所以我有 1000 个 1 类和 2500 个 2 类。所以在使用时很自然：

sklearn 的train_test_split(test_size = 200, stratify = y)。我得到了一个不平衡的测试集，因为它保留了原始数据集中的数据分布。但是，我想在测试集中拆分为 100 个 1 类和 100 个 2 类。

我该怎么做？任何建议将不胜感激。

【问题讨论】：

标题有点误导。应该考虑改为“在分层抽样中每类抽取相等数量的样本”。

标签： python machine-learning scikit-learn classification

【解决方案1】：

手动拆分

手动解决方案并不可怕。主要步骤说明：

隔离第 1 类和第 2 类行的索引。
使用np.random.permutation() 分别为第1 类和第2 类随机选择n1 和n2 测试样本。
使用df.index.difference() 对训练样本执行逆向选择。

代码可以很容易地推广到任意数量的类和任意数量的测试数据（只需将n1/n2、idx1/idx2等放入列表并循环处理）。

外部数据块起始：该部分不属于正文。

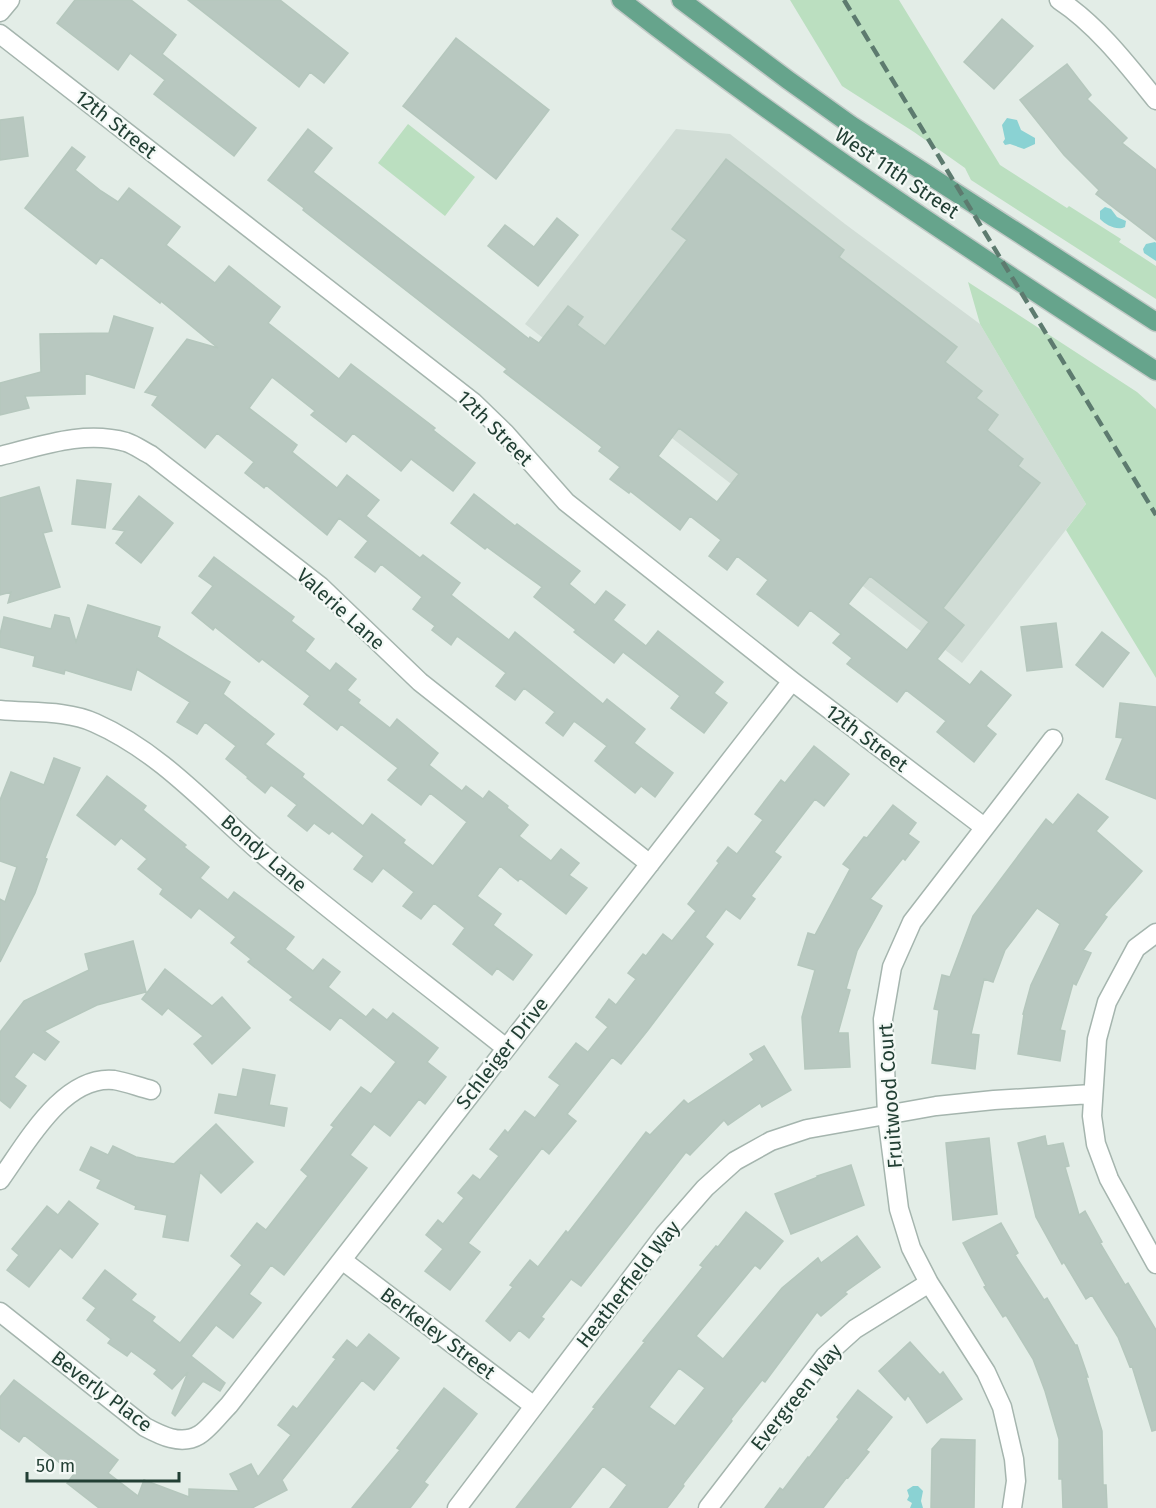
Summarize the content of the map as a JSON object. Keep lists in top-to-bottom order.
{
  "streets": {
    "main road": ["West 11th Street"],
    "street": [
      "12th Street",
      "Valerie Lane",
      "Bondy Lane",
      "Schleiger Drive",
      "Fruitwood Court",
      "Heatherfield Way",
      "Berkeley Street",
      "Beverly Place",
      "Evergreen Way"
    ]
  },
  "crossings": [
    ["12th Street", "Schleiger Drive"],
    ["12th Street", "Fruitwood Court"],
    ["Valerie Lane", "Schleiger Drive"],
    ["Bondy Lane", "Schleiger Drive"],
    ["Schleiger Drive", "Berkeley Street"],
    ["Schleiger Drive", "Beverly Place"],
    ["Fruitwood Court", "Heatherfield Way"],
    ["Fruitwood Court", "Evergreen Way"],
    ["Heatherfield Way", "Berkeley Street"]
  ],
  "scale_bar": "50 m"
}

但这超出了问题本身的范围。

代码

import numpy as np
from sklearn.model_selection import train_test_split
import pandas as pd

# data
df = pd.DataFrame(
    data={
        "label": np.array([1]*1000 + [2]*2500),
        # label 1 has value > 0, label 2 has value < 0
        "value": np.hstack([np.random.uniform(0, 1, 1000),
                            np.random.uniform(-1, 0, 2500)])
    }
)
df = df.sample(frac=1).reset_index(drop=True)

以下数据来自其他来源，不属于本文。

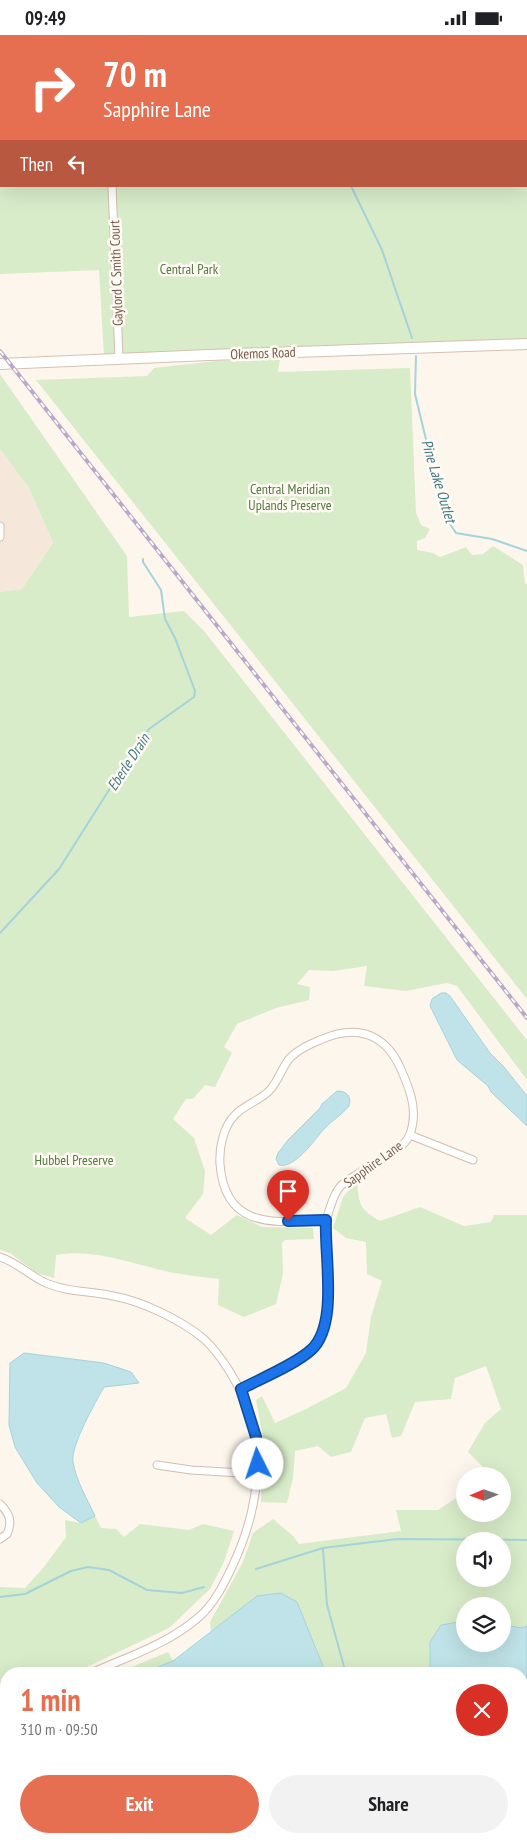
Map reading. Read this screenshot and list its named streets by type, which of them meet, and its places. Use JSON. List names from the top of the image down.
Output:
{
  "streets": {
    "street": ["Gaylord C Smith Court", "Okemos Road", "Sapphire Lane"]
  },
  "crossings": [
    ["Gaylord C Smith Court", "Okemos Road"]
  ],
  "water": ["Pine Lake Outlet", "Eberle Drain"],
  "parks": ["Central Park", "Central Meridian Uplands Preserve", "Hubbel Preserve"],
  "north": "left",
  "page": {
    "status": "09:49",
    "turn": ["70 m", "Sapphire Lane"],
    "then": "Then",
    "heading": ["1 min", "310 m · 09:50"],
    "buttons": ["Exit", "Share"]
  }
}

# sampling number for each class
n1 = 100
n2 = 100

# 1. get indexes and lengths for the classes respectively
idx1 = df.index.values[df["label"] == 1]
idx2 = df.index.values[df["label"] == 2]
len1 = len(idx1)  # 1000
len2 = len(idx2)  # 2500

# 2. draw index for test dataset
draw1 = np.random.permutation(len1)[:n1]  # keep the first n1 entries to be selected
idx1_test = idx1[draw1]
draw2 = np.random.permutation(len2)[:n2]
idx2_test = idx2[draw2]
# combine the drawn indexes
idx_test = np.hstack([idx1_test, idx2_test])

# 3. derive index for train dataset
idx_train = df.index.difference(idx_test)

# split
df_train = df.loc[idx_train, :]  # optional: .reset_index(drop=True)
df_test = df.loc[idx_test, :]
# len(df_train) = 3300
# len(df_test) = 200    

# verify that no row was missing
idx_merged = np.hstack([df_train.index.values, df_test.index.values])
assert len(np.unique(idx_merged)) == 3500

【讨论】：

我也想知道 sklearn/scipy/pandas 中有一个内置函数可以做到这一点。不幸的是，我对官方文档和谷歌的调查一无所获。
我也浏览了几个文档，但没有运气。我只是认为通过一个包来实现一个功能会更“可靠”。否则感谢您的建议。